# [TASK ITEM]
Each line of the data that includes "Navrongo" must be copied.

# [EXERCISE DATA]
────────

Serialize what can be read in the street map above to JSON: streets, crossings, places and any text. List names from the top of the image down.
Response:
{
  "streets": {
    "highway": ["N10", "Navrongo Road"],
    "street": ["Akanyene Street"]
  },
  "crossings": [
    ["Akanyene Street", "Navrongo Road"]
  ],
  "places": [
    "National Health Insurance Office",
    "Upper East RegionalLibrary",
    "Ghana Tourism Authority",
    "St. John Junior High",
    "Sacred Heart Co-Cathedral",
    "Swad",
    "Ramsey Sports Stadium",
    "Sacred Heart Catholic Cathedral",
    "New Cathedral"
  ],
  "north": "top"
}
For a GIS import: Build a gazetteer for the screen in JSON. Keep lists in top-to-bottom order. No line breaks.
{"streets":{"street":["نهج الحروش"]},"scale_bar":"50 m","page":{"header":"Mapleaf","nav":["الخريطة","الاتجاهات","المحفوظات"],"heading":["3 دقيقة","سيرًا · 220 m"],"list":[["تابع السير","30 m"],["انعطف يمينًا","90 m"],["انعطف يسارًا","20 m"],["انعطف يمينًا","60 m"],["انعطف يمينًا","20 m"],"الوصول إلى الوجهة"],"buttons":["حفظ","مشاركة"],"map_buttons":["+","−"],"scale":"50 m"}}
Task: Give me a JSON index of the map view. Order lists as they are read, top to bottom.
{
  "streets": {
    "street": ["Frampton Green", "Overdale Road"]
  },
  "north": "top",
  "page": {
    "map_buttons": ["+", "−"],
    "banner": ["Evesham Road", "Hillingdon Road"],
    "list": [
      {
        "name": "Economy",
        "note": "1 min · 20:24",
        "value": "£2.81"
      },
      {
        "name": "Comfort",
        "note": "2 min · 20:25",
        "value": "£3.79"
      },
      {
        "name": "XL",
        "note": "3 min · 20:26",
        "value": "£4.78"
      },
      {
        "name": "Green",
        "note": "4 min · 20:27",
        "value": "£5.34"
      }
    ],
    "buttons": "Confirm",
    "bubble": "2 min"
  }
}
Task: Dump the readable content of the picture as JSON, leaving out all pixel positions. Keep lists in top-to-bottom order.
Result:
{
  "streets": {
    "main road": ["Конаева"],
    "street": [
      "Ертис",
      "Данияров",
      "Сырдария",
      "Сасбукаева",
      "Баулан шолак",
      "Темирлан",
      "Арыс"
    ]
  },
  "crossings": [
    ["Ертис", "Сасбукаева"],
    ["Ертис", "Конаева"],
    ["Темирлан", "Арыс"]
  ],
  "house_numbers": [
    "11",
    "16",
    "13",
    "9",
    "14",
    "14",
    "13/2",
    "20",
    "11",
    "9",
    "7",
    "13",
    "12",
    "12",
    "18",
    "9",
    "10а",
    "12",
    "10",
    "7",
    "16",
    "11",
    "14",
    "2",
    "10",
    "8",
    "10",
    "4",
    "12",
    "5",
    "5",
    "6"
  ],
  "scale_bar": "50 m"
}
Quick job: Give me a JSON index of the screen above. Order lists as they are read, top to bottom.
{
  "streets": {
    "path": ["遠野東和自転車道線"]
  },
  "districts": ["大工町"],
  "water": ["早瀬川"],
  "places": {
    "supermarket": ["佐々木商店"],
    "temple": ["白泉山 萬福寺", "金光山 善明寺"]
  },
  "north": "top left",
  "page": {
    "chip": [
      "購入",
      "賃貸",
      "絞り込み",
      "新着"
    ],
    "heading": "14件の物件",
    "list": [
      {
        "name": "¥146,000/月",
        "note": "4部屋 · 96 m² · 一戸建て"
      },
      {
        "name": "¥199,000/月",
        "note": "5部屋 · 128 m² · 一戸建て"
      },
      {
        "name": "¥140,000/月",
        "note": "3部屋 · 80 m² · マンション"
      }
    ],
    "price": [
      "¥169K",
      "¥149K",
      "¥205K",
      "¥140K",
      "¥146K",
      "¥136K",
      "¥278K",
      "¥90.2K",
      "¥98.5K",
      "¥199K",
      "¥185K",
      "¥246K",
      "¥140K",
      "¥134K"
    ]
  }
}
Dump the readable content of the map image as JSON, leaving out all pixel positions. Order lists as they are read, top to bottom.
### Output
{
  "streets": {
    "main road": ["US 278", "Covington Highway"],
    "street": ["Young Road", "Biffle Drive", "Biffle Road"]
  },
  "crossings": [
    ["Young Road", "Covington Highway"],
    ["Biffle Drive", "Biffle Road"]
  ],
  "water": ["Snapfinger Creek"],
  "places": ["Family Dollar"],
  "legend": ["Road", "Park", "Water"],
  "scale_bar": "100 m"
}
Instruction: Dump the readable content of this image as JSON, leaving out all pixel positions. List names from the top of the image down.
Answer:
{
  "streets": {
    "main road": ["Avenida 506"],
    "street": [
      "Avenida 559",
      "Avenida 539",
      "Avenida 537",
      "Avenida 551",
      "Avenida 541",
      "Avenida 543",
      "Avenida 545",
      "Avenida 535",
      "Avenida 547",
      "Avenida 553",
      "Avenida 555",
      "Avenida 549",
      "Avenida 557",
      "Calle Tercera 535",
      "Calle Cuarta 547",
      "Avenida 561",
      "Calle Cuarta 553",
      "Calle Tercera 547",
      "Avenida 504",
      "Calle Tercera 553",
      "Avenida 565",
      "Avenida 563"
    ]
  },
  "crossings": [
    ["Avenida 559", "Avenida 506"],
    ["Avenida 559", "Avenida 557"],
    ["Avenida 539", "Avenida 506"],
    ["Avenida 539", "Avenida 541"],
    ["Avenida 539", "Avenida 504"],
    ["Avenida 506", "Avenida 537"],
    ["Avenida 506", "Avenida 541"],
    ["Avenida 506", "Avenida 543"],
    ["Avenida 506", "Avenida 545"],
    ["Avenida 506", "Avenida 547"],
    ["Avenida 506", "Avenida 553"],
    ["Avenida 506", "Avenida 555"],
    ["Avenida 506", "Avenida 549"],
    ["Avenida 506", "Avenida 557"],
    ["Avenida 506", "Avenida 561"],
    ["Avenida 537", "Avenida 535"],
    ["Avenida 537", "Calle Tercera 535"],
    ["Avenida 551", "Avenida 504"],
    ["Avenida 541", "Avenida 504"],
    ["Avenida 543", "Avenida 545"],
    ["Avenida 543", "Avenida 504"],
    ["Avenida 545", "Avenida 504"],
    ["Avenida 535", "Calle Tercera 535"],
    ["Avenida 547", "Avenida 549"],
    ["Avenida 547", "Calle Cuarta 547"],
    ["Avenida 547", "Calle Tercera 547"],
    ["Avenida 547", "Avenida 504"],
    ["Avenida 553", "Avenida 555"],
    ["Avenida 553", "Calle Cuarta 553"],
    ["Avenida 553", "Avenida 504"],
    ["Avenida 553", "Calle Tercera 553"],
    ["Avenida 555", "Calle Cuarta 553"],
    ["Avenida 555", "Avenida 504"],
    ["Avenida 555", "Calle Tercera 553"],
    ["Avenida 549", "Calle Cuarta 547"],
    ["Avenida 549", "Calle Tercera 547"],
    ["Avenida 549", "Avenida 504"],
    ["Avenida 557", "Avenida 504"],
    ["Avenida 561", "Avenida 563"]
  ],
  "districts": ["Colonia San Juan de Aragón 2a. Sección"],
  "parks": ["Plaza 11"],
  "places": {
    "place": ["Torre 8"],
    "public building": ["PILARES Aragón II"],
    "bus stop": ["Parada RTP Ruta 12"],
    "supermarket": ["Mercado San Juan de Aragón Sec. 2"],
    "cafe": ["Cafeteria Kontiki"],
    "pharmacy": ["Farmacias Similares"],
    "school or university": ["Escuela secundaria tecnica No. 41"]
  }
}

────────

# [TASK ANSWER]
    "highway": ["N10", "Navrongo Road"],
    ["Akanyene Street", "Navrongo Road"]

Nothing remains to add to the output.